A survey of robot learning from demonstration
Introduction
The problem of learning a mapping between world state and actions lies at the heart of many robotics applications. This mapping, also called a policy, enables a robot to select an action based upon its current world state. The development of policies by hand is often very challenging and as a result machine learning techniques have been applied to policy development. In this survey, we examine a particular approach to policy learning, Learning from Demonstration (LfD).
Within LfD, a policy is learned from examples, or demonstrations, provided by a teacher. We define examples as sequences of state–action pairs that are recorded during the teacher’s demonstration of the desired robot behavior. LfD algorithms utilize this dataset of examples to derive a policy that reproduces the demonstrated behavior. This approach to obtaining a policy is in contrast to other techniques in which a policy is learned from experience, for example building a policy based on data acquired through exploration, as in Reinforcement Learning [1]. We note that a policy derived under LfD is necessarily defined only in those states encountered, and for those corresponding actions taken, during the example executions.
In this article, we present a survey of recent work within the LfD community, focusing specifically on robotic applications. We segment the LfD learning problem into two fundamental phases: gathering the examples, and deriving a policy from such examples. Based on our identification of the defining features of these techniques, we contribute a comprehensive survey and categorization of existing LfD approaches. Though LfD has been applied to a variety of robotics problems, to our knowledge there exists no established structure for concretely placing work within the larger community. In general, approaches are appropriately contrasted to similar or seminal research, but their relation to the remainder of the field lies largely unaddressed. Establishing these relations is further complicated by dealing with real world robotic platforms, for which the physical details between implementations may vary greatly and yet employ fundamentally identical learning techniques, or vice versa. A categorical structure therefore aids in comparative assessments among applications, as well as in identifying open areas for future research. In contributing our categorization of current approaches, we aim to lay the foundations for such a structure.

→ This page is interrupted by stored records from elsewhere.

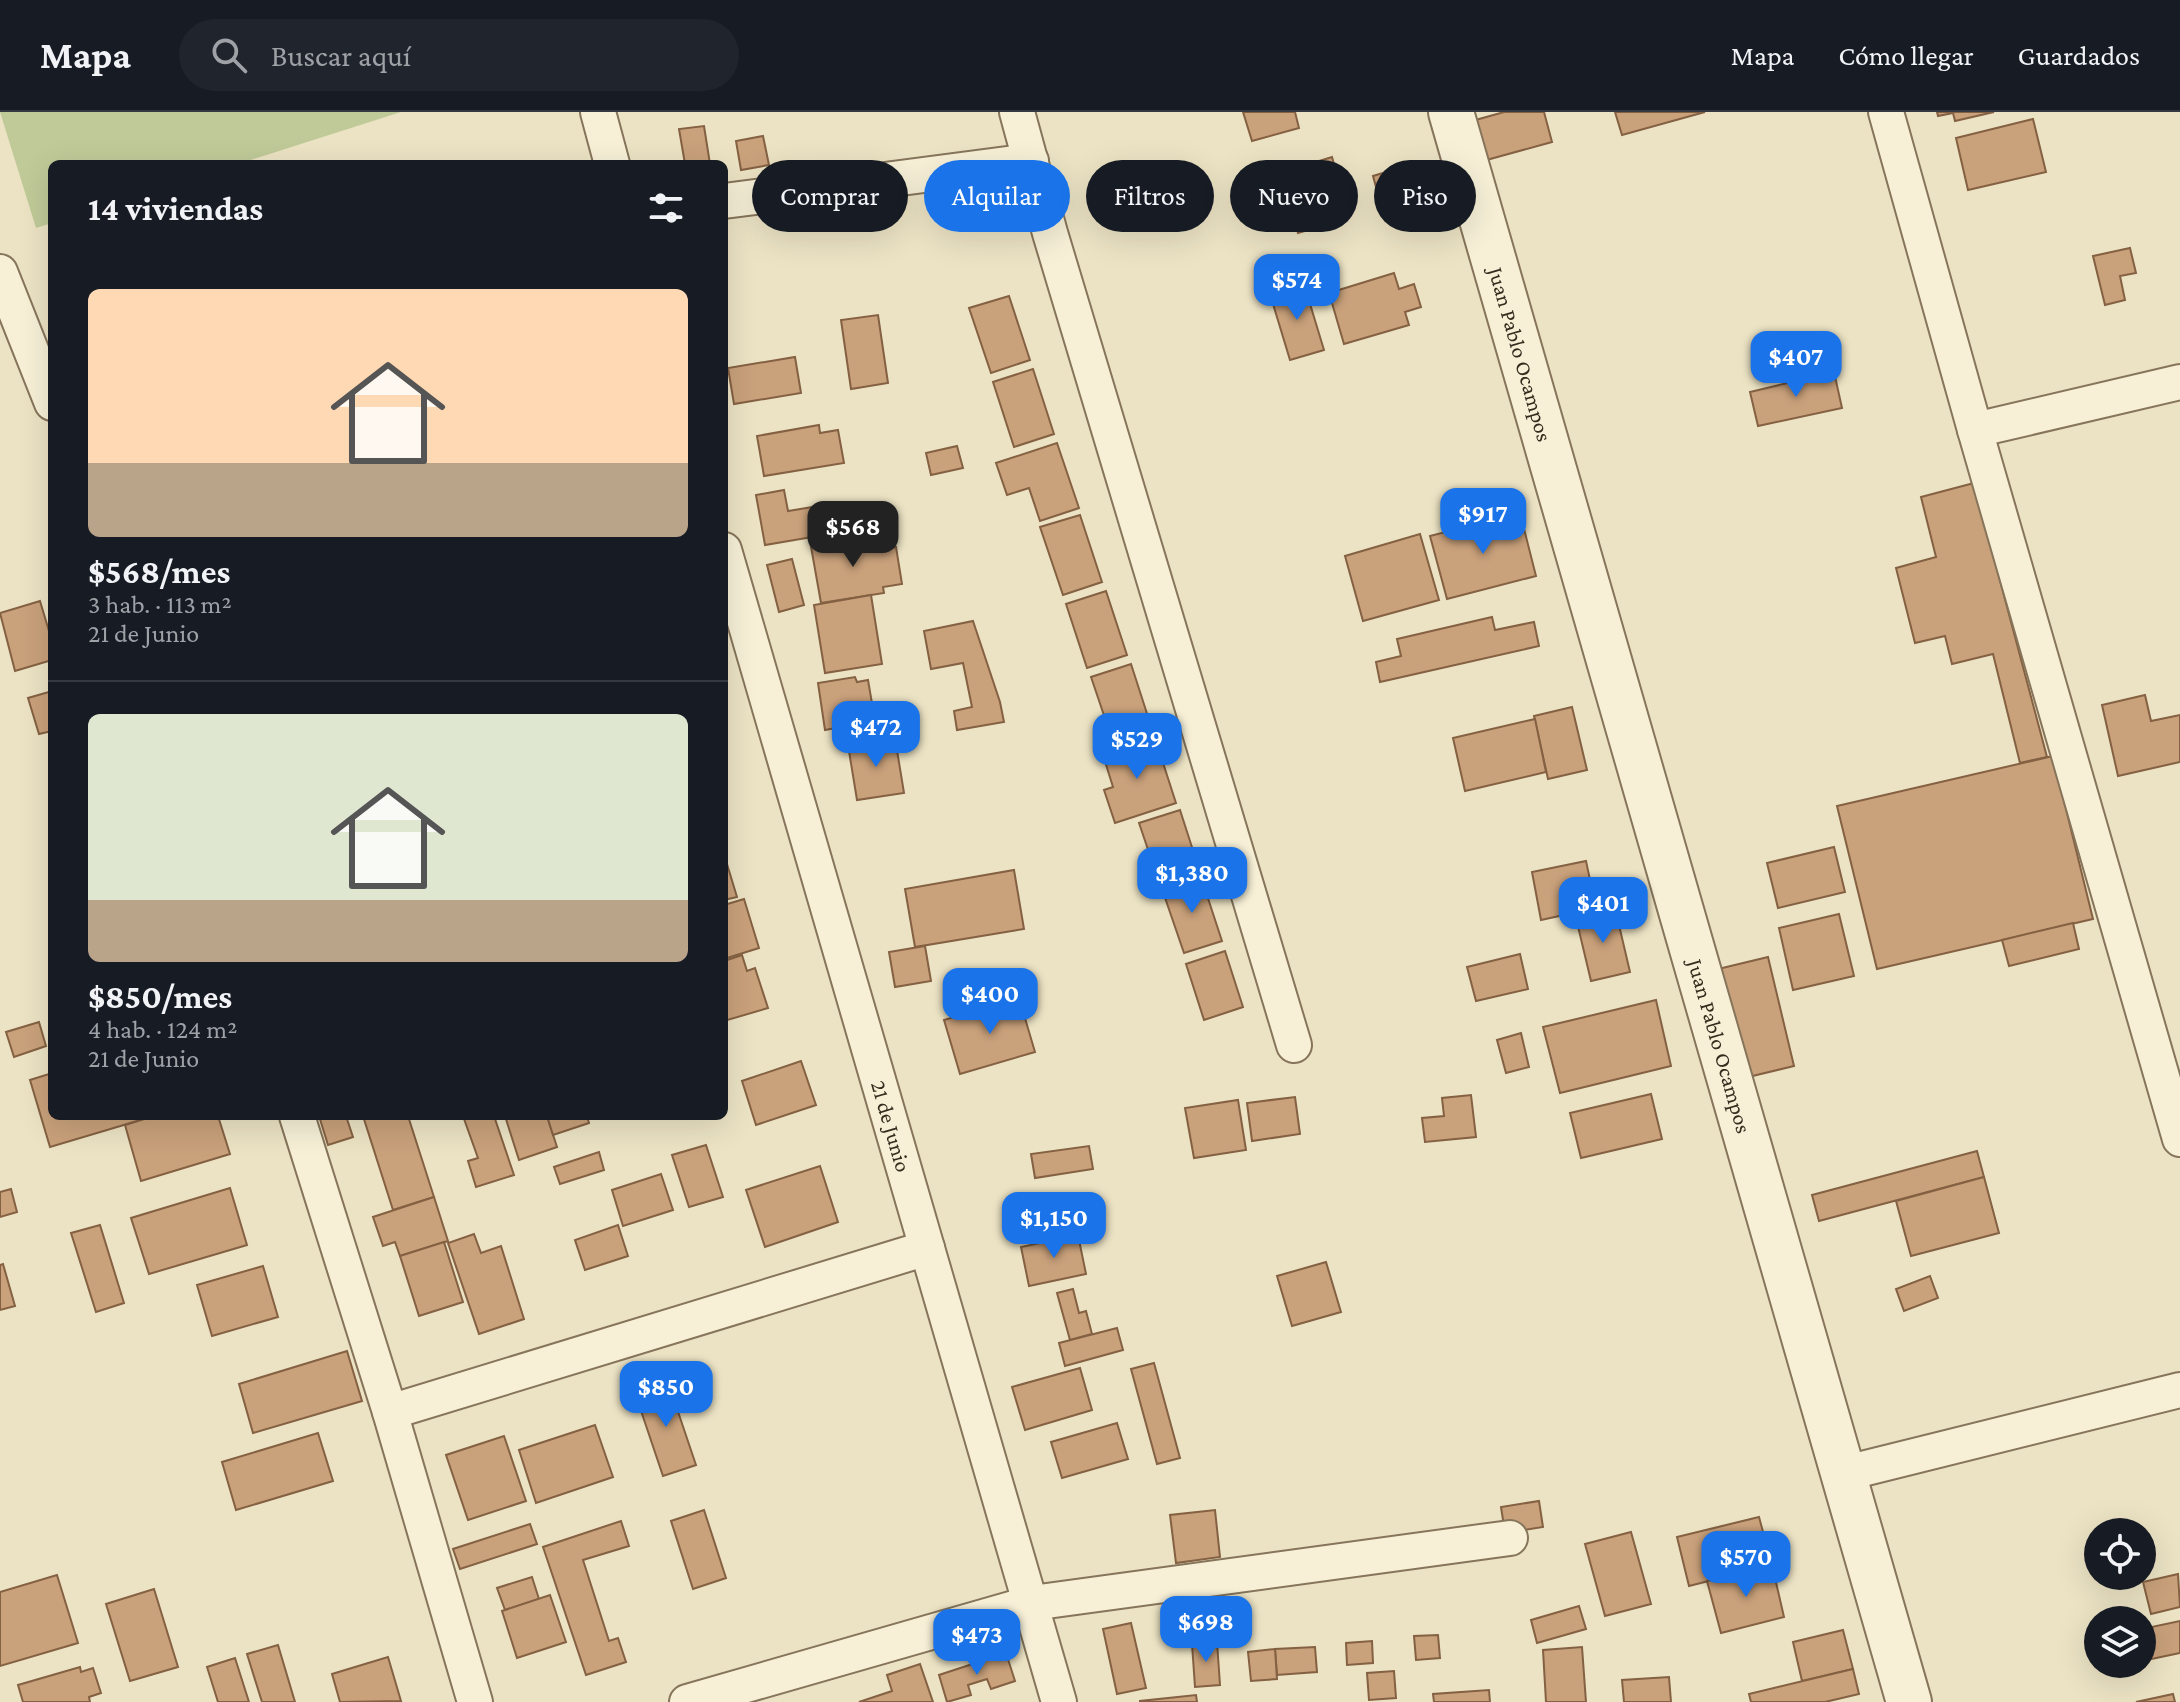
<!DOCTYPE html>
<html lang="es">
<head>
<meta charset="utf-8">
<style>
  body { margin:0; font-family:"Crimson Pro",serif; background:#20242c; color:#f1f3f6; height:100vh; display:flex; flex-direction:column; font-size:30px; white-space:nowrap }
  * { box-sizing:border-box; margin:0 }
  p { font-size:26px; color:#9ea1a6 }
  .icon { flex:none; width:44px; height:44px; fill:none; stroke:currentColor; stroke-width:2; stroke-linecap:round; stroke-linejoin:round }
  .map { position:relative; flex:1; overflow:hidden }
  .sheet { position:absolute; left:48px; top:48px; width:680px; height:960px; display:flex; flex-direction:column; background:#171b24; border-radius:12px; box-shadow:0 8px 32px #0002 }
  .sheet>* { flex:none }
  .banner { position:absolute; left:752px; top:48px; width:760px; height:72px; display:flex; gap:16px }
  .buttons { position:absolute; left:2084px; top:1406px; display:grid; gap:16px }
  .buttons a { display:grid; place-items:center; width:72px; height:72px; border-radius:50%; background:#171b24; box-shadow:0 8px 32px #0002; font-size:40px }
  .price { position:absolute; translate:-50% -68px; padding:0 18px; border-radius:16px; background:#1a73e8; color:#fff; font-size:26px; line-height:52px; filter:drop-shadow(0 2px 4px #0008) }
  .price::after { content:''; position:absolute; left:50%; top:48px; width:24px; height:18px; margin-left:-12px; background:inherit; clip-path:polygon(0 0,100% 0,50% 100%) }
  .price.current { background:#222; color:#fff }
  ul { padding:0; list-style:none }
  li { display:grid; align-content:center; gap:16px; height:424px; padding:0 40px }
  li+li { border-top:2px solid #363941 }
  li span { display:grid; place-items:center; height:248px; border-radius:12px; color:#555 }
  li>.icon { margin-inline-start:auto }
  span .icon { width:144px; height:144px; fill:#fffc; stroke-width:1 }
  li b { font-size:34px }
  h2 { display:flex; justify-content:space-between; align-items:center; height:96px; padding:0 40px; font-size:34px }
  .pill { padding:0 28px; border-radius:36px; background:#171b24; box-shadow:0 8px 32px #0002; font-size:28px; line-height:72px }
  .pill.current { background:#1a73e8; color:#fff }
  header { display:flex; align-items:center; gap:48px; box-sizing:border-box; height:112px; padding:0 40px; background:#171b24; border-bottom:2px solid #363941 }
  header strong { font-size:38px }
  nav { display:flex; gap:44px; margin-inline-start:auto; font-size:28px }
  .search { width:560px; height:72px; background:#20242c; display:flex; align-items:center; gap:20px; box-sizing:border-box; padding:0 28px; border-radius:44px; color:#9ea1a6; font-size:30px }
  .map>svg:first-child { display:block }
  .green { fill:#c0ca98 }
  .building { fill:#c9a17b; stroke:#846142; stroke-width:2 }
  .lines { fill:none; stroke-linecap:round; stroke-linejoin:round }
  .minor-casing { stroke:#86755b; stroke-width:38 }
  .tertiary-casing { stroke:#86755b; stroke-width:48 }
  .minor { stroke:#f7f0d7; stroke-width:34 }
  .tertiary { stroke:#f7f0d7; stroke-width:44 }
  .labels { text-anchor:middle; stroke-width:7; stroke-linejoin:round; paint-order:stroke }
  .street-label { font-size:22px; fill:#362c1e; stroke:#f4edd3 }
</style>
</head>
<body>
<header>
<strong>Mapa</strong>
<div class="search"><svg class="icon" aria-label="search" viewBox="0 0 24 24"><circle cx="10" cy="10" r="6"/><path d="M15 15l6 6"/></svg>Buscar aquí</div>
<nav><a>Mapa</a><a>Cómo llegar</a><a>Guardados</a></nav>
</header>
<div class="map">
<svg width="2180" height="1590" viewBox="0 0 2180 1590">
  <rect width="100%" height="100%" fill="#ece3c4"/>
  <polygon class="green" points="0,0 401,0 238,52 52,52 52,111 36,116"/>
  <g class="building">
    <polygon points="1243,0 1295,0 1299,16 1252,29"/>
    <polygon points="1504,0 1544,0 1552,30 1483,49 1472,9"/>
    <polygon points="1615,0 1705,0 1622,23"/>
    <polygon points="1937,0 1994,0 1955,9 1953,1 1938,4"/>
    <polygon points="2033,7 2046,60 1968,78 1956,26"/>
    <polygon points="704,14 710,52 685,52 679,17"/>
    <polygon points="763,24 769,53 741,58 736,29"/>
    <polygon points="1332,45 1349,106 1298,121 1280,61"/>
    <polygon points="1416,51 1423,74 1379,86 1373,64"/>
    <polygon points="2130,136 2136,161 2120,164 2125,188 2105,193 2093,144"/>
    <polygon points="1394,161 1399,177 1414,172 1421,195 1405,200 1409,213 1344,232 1329,181"/>
    <polygon points="1304,172 1324,238 1290,248 1270,182"/>
    <polygon points="1009,184 1030,248 991,261 969,196"/>
    <polygon points="878,203 888,271 851,277 841,208"/>
    <polygon points="795,245 801,281 734,292 728,256"/>
    <polygon points="1033,257 1054,322 1014,335 993,270"/>
    <polygon points="1834,260 1842,296 1758,314 1750,280"/>
    <polygon points="819,313 820,321 838,318 844,351 764,364 757,324"/>
    <polygon points="1057,331 1079,396 1040,409 1029,376 1007,383 996,351"/>
    <polygon points="957,334 963,356 931,363 926,341"/>
    <polygon points="1974,371 2047,645 2020,651 1993,542 1952,552 1945,524 1915,531 1896,456 1936,445 1921,385"/>
    <polygon points="784,378 788,399 831,392 836,421 765,433 756,383"/>
    <polygon points="1520,401 1536,464 1447,487 1430,424"/>
    <polygon points="1080,403 1102,470 1063,483 1040,415"/>
    <polygon points="1420,422 1439,488 1363,509 1345,444"/>
    <polygon points="847,423 849,438 876,434 877,438 896,435 902,472 883,475 884,481 821,491 810,429"/>
    <polygon points="792,447 804,493 779,500 767,453"/>
    <polygon points="1106,479 1127,543 1087,556 1066,492"/>
    <polygon points="871,483 882,552 825,561 814,493"/>
    <polygon points="40,489 49,519 52,518 52,548 15,559 0,501"/>
    <polygon points="1492,505 1495,518 1534,510 1539,534 1380,570 1376,550 1401,544 1397,527"/>
    <polygon points="973,509 1000,590 1004,610 957,618 954,599 972,595 963,551 931,557 924,519"/>
    <polygon points="1131,552 1152,617 1113,630 1091,565"/>
    <polygon points="855,565 857,570 868,568 874,603 862,605 863,611 825,618 818,571"/>
    <polygon points="52,579 52,619 39,622 28,586"/>
    <polygon points="2145,583 2151,609 2180,603 2180,650 2118,664 2102,593"/>
    <polygon points="1572,595 1587,658 1548,667 1534,604"/>
    <polygon points="1535,607 1546,660 1465,679 1453,626"/>
    <polygon points="895,626 904,681 857,688 848,633"/>
    <polygon points="1155,626 1176,691 1115,711 1104,678 1113,675 1103,643"/>
    <polygon points="2053,644 2093,807 1877,857 1837,694"/>
    <polygon points="1180,698 1200,760 1160,773 1139,711"/>
    <polygon points="1834,735 1845,780 1778,796 1767,751"/>
    <polygon points="1586,749 1596,796 1541,808 1532,760"/>
    <polygon points="727,752 737,785 724,788 724,753"/>
    <polygon points="1014,758 1024,817 915,835 905,777"/>
    <polygon points="1201,765 1222,829 1184,841 1162,777"/>
    <polygon points="744,787 759,836 724,847 724,793"/>
    <polygon points="1615,796 1630,860 1591,869 1576,806"/>
    <polygon points="1839,802 1854,864 1793,878 1779,816"/>
    <polygon points="2073,811 2079,837 2009,854 2002,828"/>
    <polygon points="925,834 931,869 895,875 889,840"/>
    <polygon points="1225,839 1243,895 1204,908 1186,852"/>
    <polygon points="1520,842 1528,877 1476,889 1467,855"/>
    <polygon points="742,843 747,859 755,856 768,896 724,909 724,849"/>
    <polygon points="1768,845 1794,954 1740,967 1714,858"/>
    <polygon points="1019,886 1035,940 960,962 944,908"/>
    <polygon points="1656,888 1671,954 1560,981 1543,915"/>
    <polygon points="39,910 46,934 14,945 6,920"/>
    <polygon points="1521,921 1529,955 1506,961 1497,928"/>
    <polygon points="801,949 816,993 756,1013 742,969"/>
    <polygon points="52,961 52,1004 154,1004 50,1035 30,968"/>
    <polygon points="1651,982 1662,1027 1581,1046 1570,1001"/>
    <polygon points="1471,983 1476,1025 1425,1030 1422,1006 1444,1004 1442,986"/>
    <polygon points="1295,985 1300,1022 1252,1029 1247,991"/>
    <polygon points="1238,988 1246,1038 1194,1046 1185,996"/>
    <polygon points="154,1004 218,1004 230,1042 141,1069 125,1013"/>
    <polygon points="319,1004 346,1004 353,1025 328,1033"/>
    <polygon points="363,1004 408,1004 434,1085 393,1098"/>
    <polygon points="463,1004 494,1004 514,1063 476,1075 468,1049 478,1046"/>
    <polygon points="505,1004 547,1004 557,1035 519,1048"/>
    <polygon points="547,1004 587,1004 589,1011 553,1023"/>
    <polygon points="706,1033 723,1085 689,1095 672,1043"/>
    <polygon points="1089,1034 1093,1057 1035,1066 1031,1042"/>
    <polygon points="1977,1039 1984,1065 1819,1109 1812,1083"/>
    <polygon points="599,1040 604,1058 560,1072 554,1055"/>
    <polygon points="820,1054 838,1110 765,1135 746,1078"/>
    <polygon points="661,1062 673,1098 623,1114 612,1078"/>
    <polygon points="1984,1065 1999,1121 1911,1144 1896,1089"/>
    <polygon points="230,1076 247,1133 149,1162 131,1106"/>
    <polygon points="11,1077 17,1100 0,1105 0,1080"/>
    <polygon points="434,1085 448,1129 400,1144 395,1130 383,1134 373,1105"/>
    <polygon points="100,1113 124,1191 96,1200 71,1121"/>
    <polygon points="618,1113 628,1144 585,1158 575,1128"/>
    <polygon points="474,1122 481,1141 501,1134 524,1207 479,1222 448,1131"/>
    <polygon points="1078,1123 1086,1162 1029,1174 1021,1135"/>
    <polygon points="444,1130 463,1190 419,1204 400,1144"/>
    <polygon points="1326,1150 1341,1200 1292,1214 1277,1164"/>
    <polygon points="3,1152 15,1194 0,1198 0,1153"/>
    <polygon points="263,1154 278,1205 212,1224 197,1173"/>
    <polygon points="1930,1164 1938,1186 1904,1199 1896,1177"/>
    <polygon points="1073,1177 1079,1201 1086,1199 1092,1222 1070,1228 1057,1181"/>
    <polygon points="1117,1216 1123,1238 1065,1254 1059,1231"/>
    <polygon points="347,1239 362,1289 253,1321 239,1272"/>
    <polygon points="1154,1251 1180,1346 1157,1352 1131,1257"/>
    <polygon points="1080,1256 1092,1298 1025,1318 1012,1275"/>
    <polygon points="668,1270 696,1353 663,1364 635,1281"/>
    <polygon points="1117,1311 1128,1347 1062,1366 1051,1330"/>
    <polygon points="595,1313 613,1365 536,1391 519,1338"/>
    <polygon points="318,1321 333,1369 236,1398 222,1350"/>
    <polygon points="504,1324 526,1389 468,1408 446,1343"/>
    <polygon points="1539,1389 1543,1415 1505,1421 1501,1395"/>
    <polygon points="704,1398 726,1466 693,1477 671,1409"/>
    <polygon points="1215,1398 1220,1445 1176,1451 1170,1403"/>
    <polygon points="1759,1405 1772,1453 1689,1474 1677,1425"/>
    <polygon points="621,1409 629,1434 583,1448 609,1529 618,1526 626,1550 586,1563 543,1435"/>
    <polygon points="530,1412 537,1432 460,1457 453,1437"/>
    <polygon points="1631,1420 1651,1492 1605,1504 1585,1432"/>
    <polygon points="1772,1453 1784,1505 1721,1521 1707,1469"/>
    <polygon points="2178,1462 2180,1495 2151,1502 2143,1470"/>
    <polygon points="57,1463 78,1531 0,1554 0,1480"/>
    <polygon points="532,1465 539,1487 505,1498 497,1476"/>
    <polygon points="154,1477 178,1555 130,1569 106,1492"/>
    <polygon points="550,1483 566,1530 517,1546 502,1499"/>
    <polygon points="1579,1494 1586,1517 1537,1531 1531,1508"/>
    <polygon points="2180,1509 2180,1541 2142,1549 2142,1517"/>
    <polygon points="1131,1511 1146,1576 1117,1582 1103,1517"/>
    <polygon points="1843,1518 1853,1557 1802,1569 1793,1530"/>
    <polygon points="1438,1523 1440,1546 1416,1548 1414,1524"/>
    <polygon points="1372,1529 1373,1551 1347,1553 1346,1531"/>
    <polygon points="1217,1530 1220,1573 1195,1575 1192,1532"/>
    <polygon points="278,1533 295,1590 262,1590 247,1542"/>
    <polygon points="1315,1535 1317,1560 1277,1563 1275,1537"/>
    <polygon points="1582,1535 1586,1590 1546,1590 1543,1538"/>
    <polygon points="1275,1537 1277,1567 1251,1569 1248,1540"/>
    <polygon points="1006,1541 1015,1569 991,1577 987,1567 968,1573 971,1583 947,1590 939,1563"/>
    <polygon points="388,1545 401,1589 340,1590 332,1562"/>
    <polygon points="235,1546 249,1590 218,1590 207,1555"/>
    <polygon points="920,1552 933,1590 859,1590 892,1579 887,1563"/>
    <polygon points="80,1555 81,1560 93,1556 101,1581 89,1585 90,1590 23,1590 18,1573"/>
    <polygon points="1853,1557 1859,1582 1825,1590 1751,1590 1749,1582"/>
    <polygon points="1394,1559 1396,1586 1369,1588 1367,1561"/>
    <polygon points="1669,1565 1671,1590 1624,1590 1622,1568"/>
    <polygon points="1489,1578 1490,1590 1434,1590 1433,1582"/>
    <polygon points="2173,1582 2175,1590 2136,1590"/>
    <polygon points="1196,1583 1197,1590 1140,1590 1140,1589"/>
  </g>
  <g class="lines">
    <g class="minor-casing">
      <g id="minor">
        <polyline points="598,0 612,52"/>
        <polyline points="1017,0 1050,121 1294,933"/>
        <polyline points="1886,0 1975,318 2180,1027"/>
        <polyline points="724,89 1031,49"/>
        <polyline points="0,160 52,291"/>
        <polyline points="1975,318 2180,270"/>
        <path id="s1" d="M724,438L1059,1590"/>
        <polyline points="297,1004 390,1300 475,1590"/>
        <polyline points="390,1300 927,1136"/>
        <polyline points="1842,1362 2180,1278"/>
        <polyline points="687,1590 1032,1491 1510,1426"/>
      </g>
    </g>
    <g class="tertiary-casing">
      <g id="tertiary">
        <path id="s2" d="M1451,0L1909,1590"/>
      </g>
    </g>
    <use href="#minor" class="minor"/>
    <use href="#tertiary" class="tertiary"/>
  </g>
  <g class="labels">
    <g class="street-label">
      <text dy="8" stroke="none"><textPath href="#s2" startOffset="252">Juan Pablo Ocampos</textPath></text>
      <text dy="8" stroke="none"><textPath href="#s2" startOffset="972">Juan Pablo Ocampos</textPath></text>
      <text dy="8" stroke="none"><textPath href="#s1" startOffset="600">21 de Junio</textPath></text>
    </g>
  </g>
</svg>
<div class="buttons">
<a><svg class="icon" aria-label="locate" viewBox="0 0 24 24"><circle cx="12" cy="12" r="6"/><path d="M12 2v4M12 18v4M2 12h4M18 12h4"/></svg></a>
<a><svg class="icon" aria-label="layers" viewBox="0 0 24 24"><path d="M12 4l9 5-9 5-9-5zM3 14l9 5 9-5"/></svg></a>
</div>
<b class="price" style="left:1297px;top:210px">$574</b>
<b class="price" style="left:1796px;top:287px">$407</b>
<b class="price" style="left:1483px;top:444px">$917</b>
<b class="price current" style="left:853px;top:457px">$568</b>
<b class="price" style="left:876px;top:657px">$472</b>
<b class="price" style="left:1137px;top:669px">$529</b>
<b class="price" style="left:1192px;top:803px">$1,380</b>
<b class="price" style="left:1603px;top:833px">$401</b>
<b class="price" style="left:990px;top:924px">$400</b>
<b class="price" style="left:1054px;top:1148px">$1,150</b>
<b class="price" style="left:666px;top:1317px">$850</b>
<b class="price" style="left:1746px;top:1487px">$570</b>
<b class="price" style="left:1206px;top:1552px">$698</b>
<b class="price" style="left:977px;top:1565px">$473</b>
<div class="banner">
<a class="pill">Comprar</a>
<a class="pill current">Alquilar</a>
<a class="pill">Filtros</a>
<a class="pill">Nuevo</a>
<a class="pill">Piso</a>
</div>
<section class="sheet">
<h2>14 viviendas<svg class="icon" aria-label="filters" viewBox="0 0 24 24"><path d="M4 7h16M4 17h16"/><circle cx="9" cy="7" r="2"/><circle cx="15" cy="17" r="2"/></svg></h2>
<ul>
<li><span style="background:linear-gradient(#ffd9b3 70%,#b9a48a 0)"><svg class="icon" aria-label="home" viewBox="0 0 24 24"><path d="M3 11l9-7 9 7M6 9v11h12V9"/></svg></span><div><b>$568/mes</b><p>3 hab. · 113 m²</p><p>21 de Junio</p></div></li>
<li><span style="background:linear-gradient(#dfe7d0 75%,#b9a48a 0)"><svg class="icon" aria-label="home" viewBox="0 0 24 24"><path d="M3 11l9-7 9 7M6 9v11h12V9"/></svg></span><div><b>$850/mes</b><p>4 hab. · 124 m²</p><p>21 de Junio</p></div></li>
</ul>
</section>
</div>
</body>
</html>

For the remainder of this section we motivate the application of LfD to robotics, and present a formal definition of the LfD problem. Section 2 presents the key design decisions for an LfD system. Methods for gathering demonstration examples are the focus of Section 3, where the various approaches to teacher demonstration and data recording are discussed. Section 4 examines the core techniques for policy derivation within LfD, followed in Section 5 by methods for improving robot performance beyond the capabilities of the teacher examples. To conclude, we identify and discuss open areas of research for future work in Section 6 and summarize the article with Section 7.
The presence of robots within society is becoming ever more prevalent. Whether an exploration rover in space, robot soccer or a recreational robot for the home, successful autonomous robot operation requires robust control algorithms. Non-robotics-experts may be increasingly presented with opportunities to interact with robots, and it is reasonable to expect that they have ideas about what a robot should do, and therefore what sort of behaviors these control algorithms should produce. A natural, and practical, extension of having this knowledge is to actually develop the desired control algorithm. Currently, however, policy development is a complex process restricted to experts within the field.
Traditional approaches to robot control model domain dynamics and derive mathematically-based policies. Though theoretically well-founded, these approaches depend heavily upon the accuracy of the world model. Not only does this model require considerable expertise to develop, but approximations such as linearization are often introduced for computational tractability, thereby degrading performance. Other approaches, such as Reinforcement Learning, guide policy learning by providing reward feedback about the desirability of visiting particular states. To define a function to provide the reward, however, is known to be difficult and requires considerable expertise to address. Furthermore, building the policy requires gathering information by visiting states to receive rewards, which is non-trivial for a robot learner executing actual actions in the real world.
Considering these challenges, LfD has many attractive points for both learner and teacher. LfD formulations typically do not require expert knowledge of the domain dynamics, which removes performance brittleness resulting from model simplifications. The absence of this expert domain knowledge requirement also opens policy development to non-robotics-experts, satisfying a need that increases as robots become more commonplace. Furthermore, demonstration has the attractive feature of being an intuitive medium for communication from humans, who already use demonstration to teach other humans. Demonstration also has the practical feature of focusing the dataset to areas of the state–space actually encountered during task execution.
LfD can be seen as a subset of Supervised Learning. In Supervised Learning the agent is presented with labeled training data and learns an approximation to the function which produced the data. Within LfD, this training dataset is composed of example executions of the task by a demonstration teacher (Fig. 1, top).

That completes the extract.